Indeed, in general, if you have an affine subspace $W = p + G$ and two points in it $x, y \in W$, then $\overrightarrow{xy} \in G$. So, if $x_1, \dots , x_n \in W$, then $G$ must contain all $\overrightarrow{x_1x_i}$. Hence, $F \subset G$. So $V = x_1 + F \subset x_1 + G = W$.
Summing up: the condition that annoys you, $\lambda_1 + \dots + \lambda_n = 0$, makes the set $V$ to be the smallest affine subspace which contains all the points $x_1, \dots , x_n$.
EDIT. I forgot. Perhaps it would be a good exercise to redo everything we have seen here with some specific examples. For instance, take:
- $x_1 = (1,0), x_2 = (0,1)$ in $\mathbb{R}^2$.
- $x_1 = (1,0,0), x_2 = (0,1,0), x_3 = (0,0,1)$ in $\mathbb{R}^3$.
- $x_1 = (1,0), x_2 = (0,1), x_3 = (1/2, 1/2)$ in $\mathbb{R}^2$.
Best Answer
Yes, so $n+1$ points can be affinely independent, since $n$ vectors can be linearly independent. For example, if $\{e_1,..,e_n\}$ denotes the basis vectors of $\mathbb R^n$, then the vectors $\{e_1,2e_1,e_2+e_1,...,e_n+e_1\}$ form an affinely independent subset, since if we take $x_0 = e_1$, then the vectors $e_1,e_2,...,e_n$ are generated after subtracting the first vector from every other vector, which are linearly independent.
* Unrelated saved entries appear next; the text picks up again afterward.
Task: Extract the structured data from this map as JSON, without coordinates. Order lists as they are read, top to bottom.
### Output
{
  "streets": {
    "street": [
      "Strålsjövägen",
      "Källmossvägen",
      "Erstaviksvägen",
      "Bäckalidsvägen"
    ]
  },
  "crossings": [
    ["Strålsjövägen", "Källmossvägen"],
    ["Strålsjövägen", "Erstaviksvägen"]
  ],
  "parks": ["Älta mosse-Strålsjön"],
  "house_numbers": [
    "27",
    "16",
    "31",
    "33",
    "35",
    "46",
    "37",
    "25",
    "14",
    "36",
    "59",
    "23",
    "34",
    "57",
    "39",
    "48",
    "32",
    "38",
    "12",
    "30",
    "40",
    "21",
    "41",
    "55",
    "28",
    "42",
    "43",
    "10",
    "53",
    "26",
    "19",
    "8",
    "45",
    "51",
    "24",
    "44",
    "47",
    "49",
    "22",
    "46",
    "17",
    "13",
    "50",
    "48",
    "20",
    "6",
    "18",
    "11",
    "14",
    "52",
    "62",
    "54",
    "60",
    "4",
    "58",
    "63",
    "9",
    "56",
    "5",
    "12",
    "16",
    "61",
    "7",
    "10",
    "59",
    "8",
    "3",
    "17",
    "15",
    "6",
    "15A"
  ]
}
Hence, the given vectors are affinely independent.
But if we take more than $n+1$ points, then the number of vectors generated by the differences will be more than $n$, so cannot be linearly independent. Hence, atmost $n+1$ vectors can constitute an affinely independent set.
Note : The choice of $x_0$ does not affect affine independence i.e. if I had chosen some other vector instead of $e_1$ as $x_0$ and taken differences, it would not have affected linear independence. I leave you to see why, it is not so difficult.